From the earliest days of engineering, there has been a need to communicate information from the designer to the manufacturer.
Over time, the communication of design intent has become more formal. Descartes’ contribution was to give us Cartesian Geometry. Pencil and drawings have given way to the computer, graphics screens, plotters, and so on.
CAD (Computer Aided Design) is used routinely in most engineering disciplines, and the exchange of design information is an everyday part of the process. CAD data exchange has evolved over the past 20 years initially being focussed on drawings, and latterly incorporating model geometry and features.
In simple terms, features are named parts of CAD models. Typical features include Holes, Pockets, Fillets, and other identifiable parts of the model. An important aspect of features is that design intent can be encapsulated within them. Features are often associated with parameterisation, where dimensions are not simply measurements between distances, but can be used so that changing a dimension changes the shape of the part.
However, as CAD data translation appears to be becoming more and more complex, there is a body of opinion which says: ‘Who needs feature translation?’ and in fact, ‘Who needs CAD translation at all?’ It is being suggested that ‘interoperability’ will solve all these problems, and that CAD data translation will no longer need to take place.
Interoperability can be described as the ‘interactive communication of model changes between CAD systems’. This means that a designer working on an assembly can automatically see changes taking place on a component, as the component is modified.
However, interoperability, as we know it today, is dependant on CAD systems using the same kernel, so it is not possible to do this with systems that are widely different, such as CATIA and UG. By and large, interoperability between different CAD applications is a myth. Having said this, it is possible to achieve a level of interoperability between systems, which have the same kernel, such as Parasolid, or ACIS. Importantly, features are held at a level above the kernel, and interoperability between kernels excludes features.

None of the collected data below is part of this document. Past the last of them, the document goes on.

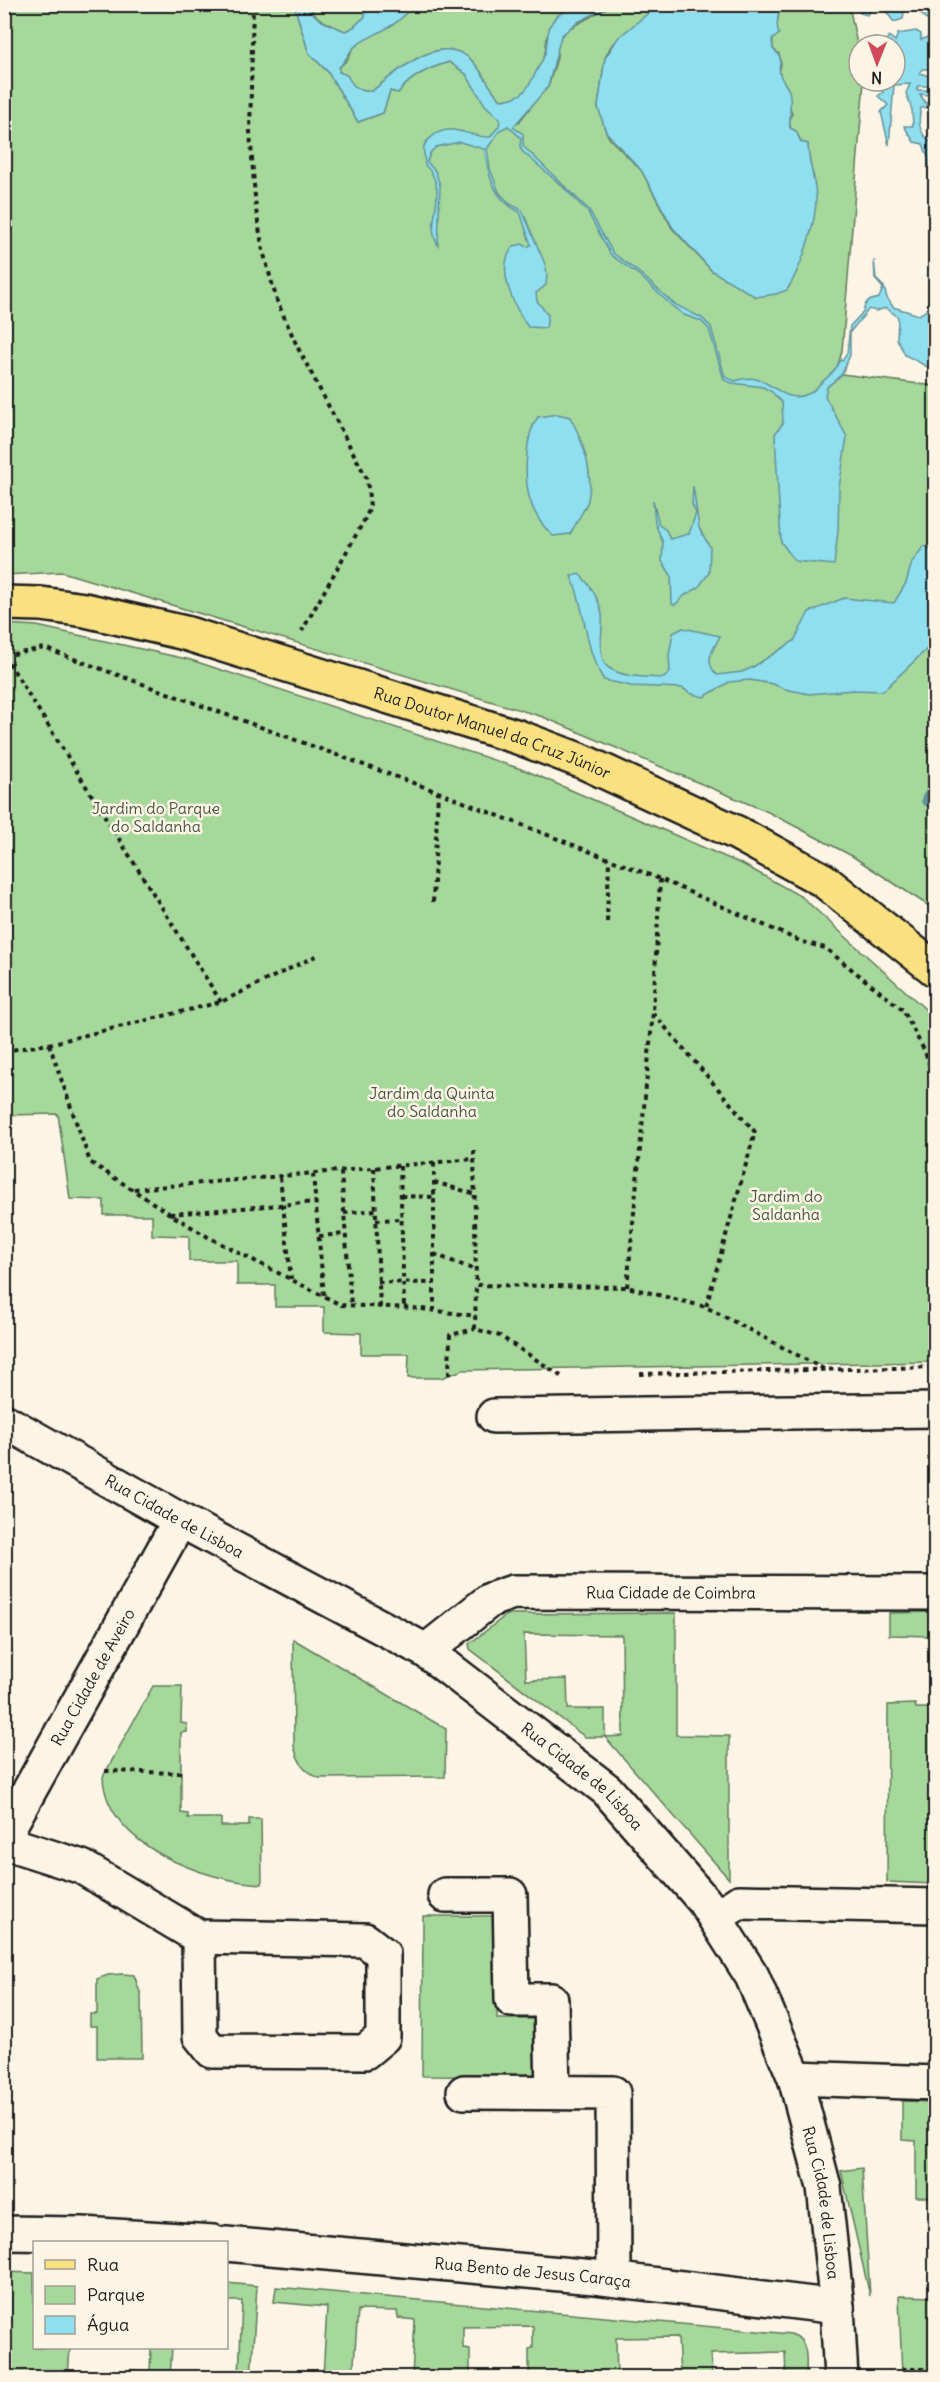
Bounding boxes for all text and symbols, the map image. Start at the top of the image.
north arrow [847,33,907,93]
text: N [871,68,882,88]
street label: Rua Doutor Manuel da Cruz Júnior [371,683,614,783]
park label: Jardim do Parque do Saldanha [92,798,220,836]
park label: Jardim da Quinta do Saldanha [369,1083,495,1121]
park label: Jardim do Saldanha [750,1186,822,1224]
street label: Rua Cidade de Lisboa [101,1470,247,1562]
street label: Rua Cidade de Coimbra [586,1582,756,1603]
street label: Rua Cidade de Aveiro [46,1605,139,1749]
street label: Rua Cidade de Lisboa [517,1718,647,1834]
street label: Rua Cidade de Lisboa [798,2124,844,2280]
legend [33,2241,228,2349]
text: Rua [87,2253,119,2276]
street label: Rua Bento de Jesus Caraça [434,2253,632,2291]
text: Parque [87,2283,145,2306]
text: Água [87,2313,129,2336]

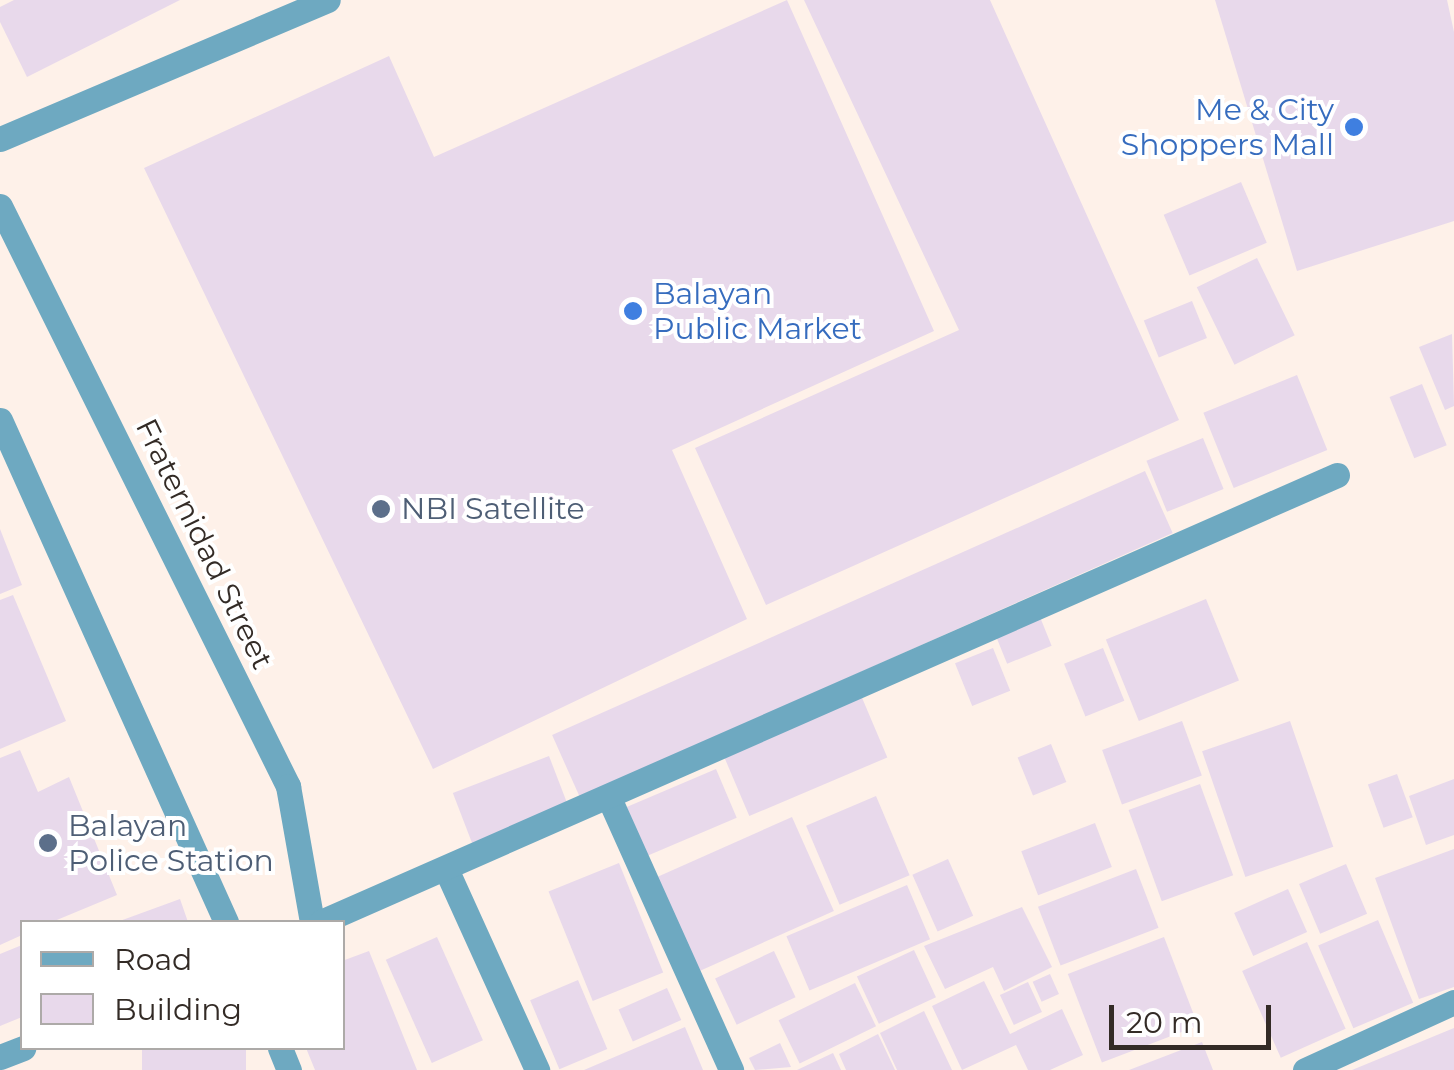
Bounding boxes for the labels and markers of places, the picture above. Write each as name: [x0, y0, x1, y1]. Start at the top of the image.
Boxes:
place label: Me & City Shoppers Mall: [1121, 92, 1334, 162]
marker: Me & City Shoppers Mall: [1343, 116, 1365, 138]
place label: Balayan Public Market: [653, 276, 862, 346]
marker: Balayan Public Market: [622, 300, 644, 322]
place label: NBI Satellite: [401, 491, 584, 527]
marker: NBI Satellite: [370, 498, 392, 520]
place label: Balayan Police Station: [68, 808, 274, 878]
marker: Balayan Police Station: [37, 832, 59, 854]

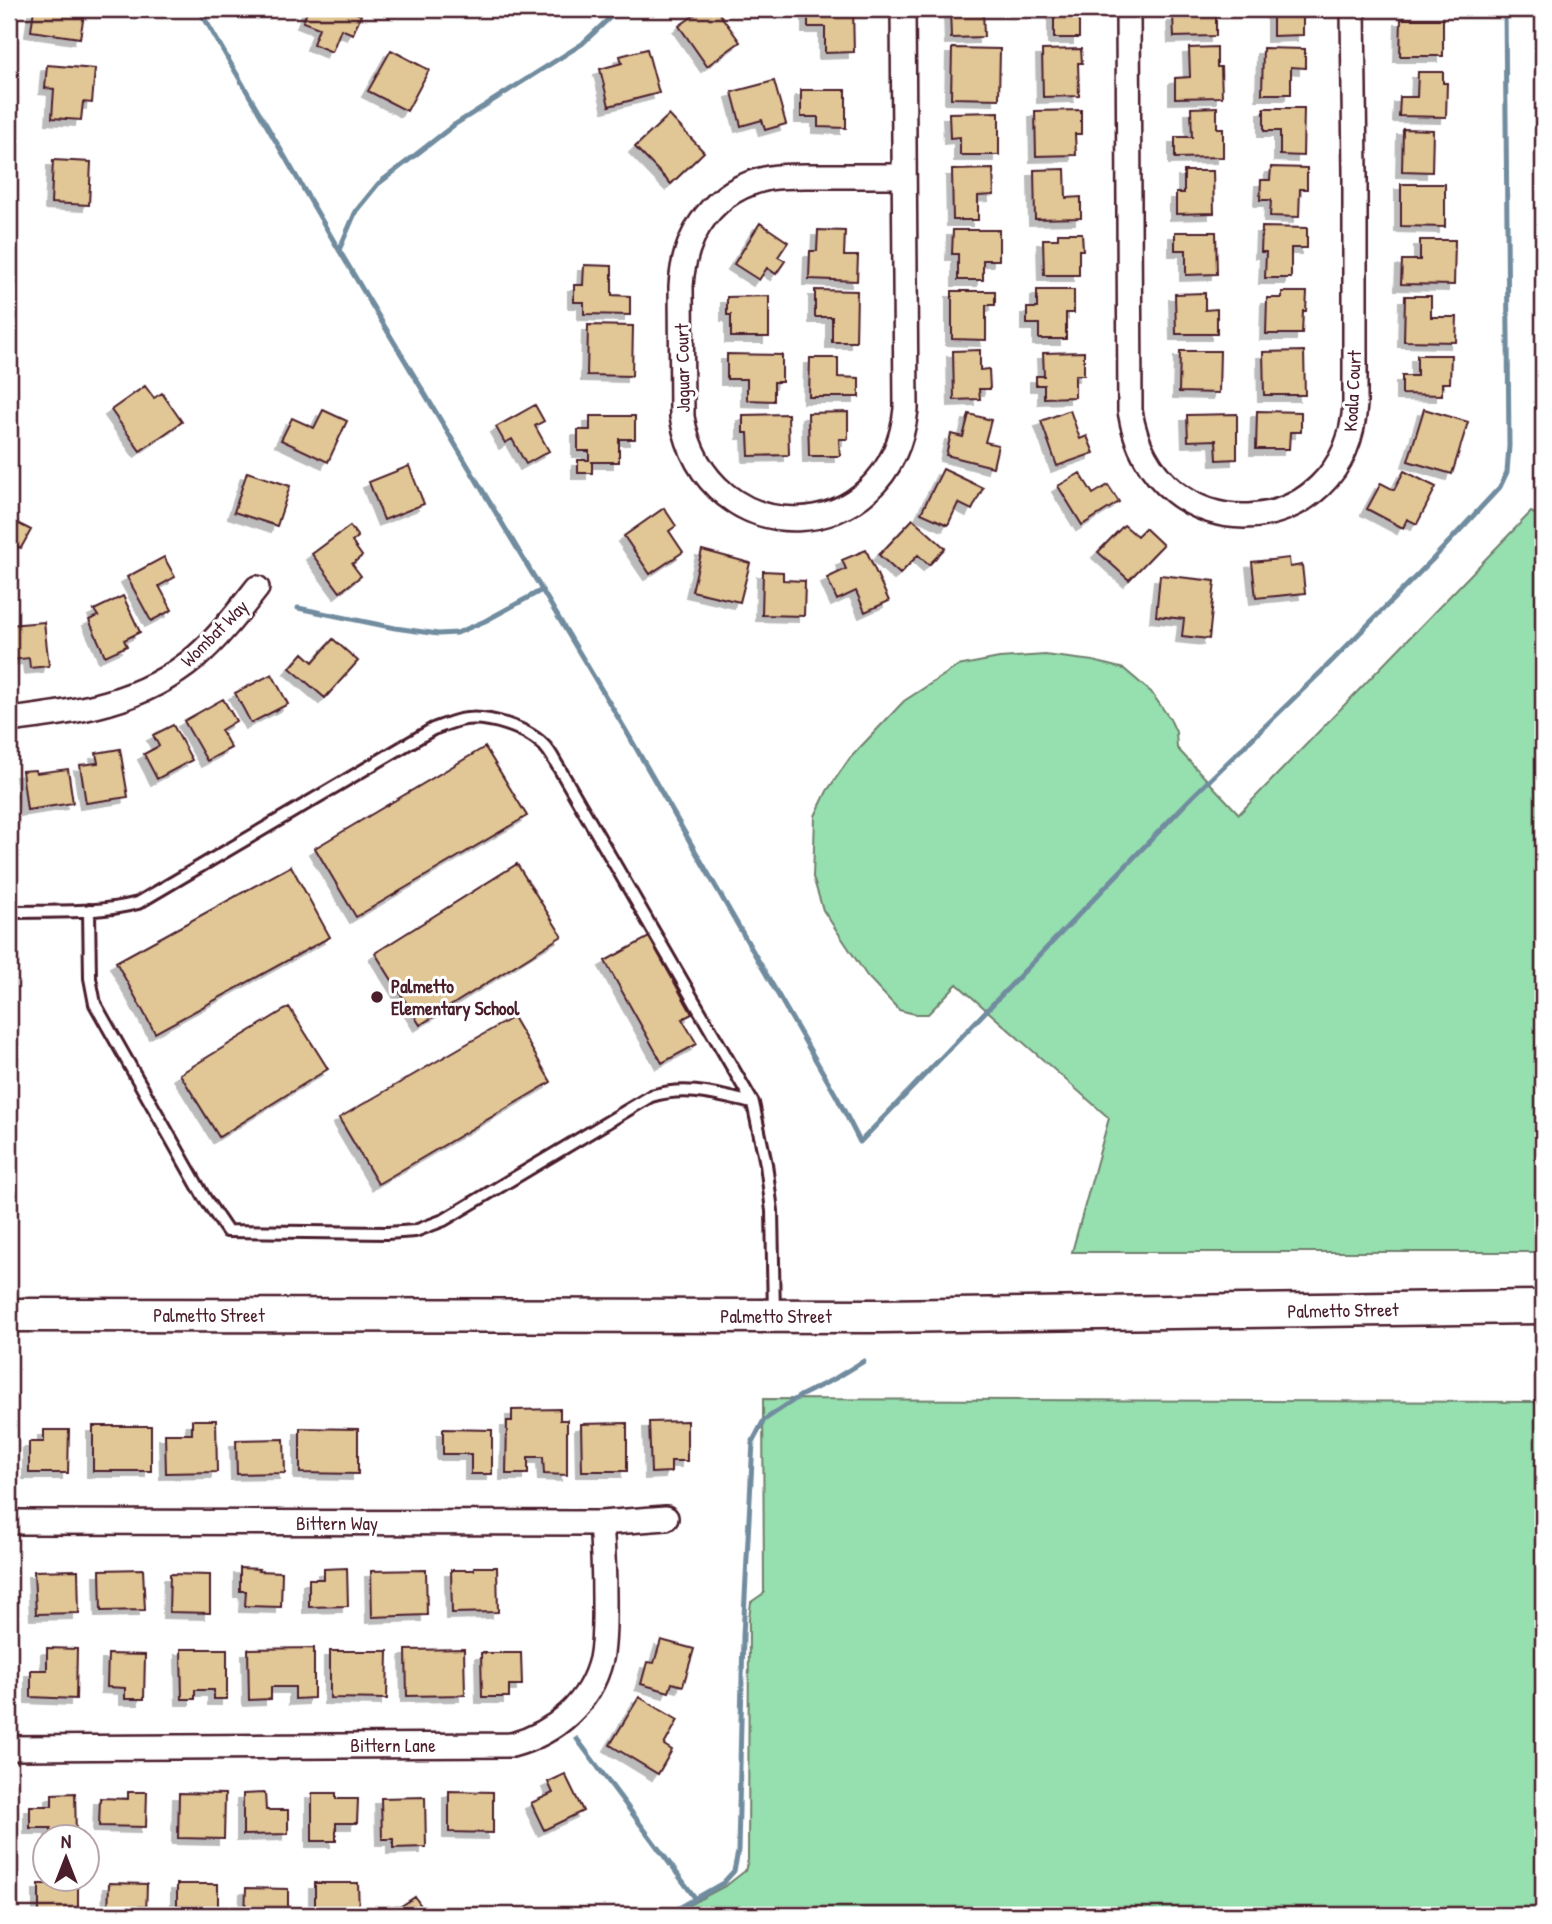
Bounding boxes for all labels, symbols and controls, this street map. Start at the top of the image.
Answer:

Where it is claimed that features are included in interoperability between systems, translation is taking place to enable it. In addition, users will want interoperability between systems with different modelling kernels and for this to be achieved translation will have to take place. So, in fact, interoperability itself depends on successful CAD translation.
Shakespeare wrote: ‘A rose by any other name would smell as sweet’ and you could translate that into modern English as: ‘Interoperability smells like translation to me’.At Theorem we wanted to understand the CAD user’s thoughts on Feature translation, and we undertook a survey of over 10,000 users.
The users voted overwhelmingly for CAD translation to either incorporate Feature translation regardless, or incorporate Feature translation with the option of ‘turning it off’.
We can demonstrate the translation of features, we have some software in beta site testing, and we plan first product releases in the middle of this year. Beyond this there will be on-going development both in terms of function, and breadth.
Feature translation also raises new business challenges. It opens the door to inadvertently parting with more information than we wanted to. Feature translation raises the risk of giving away some of the information which is our added value.
This means good news for the large OEMs who have more than one ‘in-house’ system and good news for the Design Houses, again who might have more than one system and can now bridge design projects across more than one system. Is it good news for the SME in the supply chain? Does he really want to part with so much of his knowledge?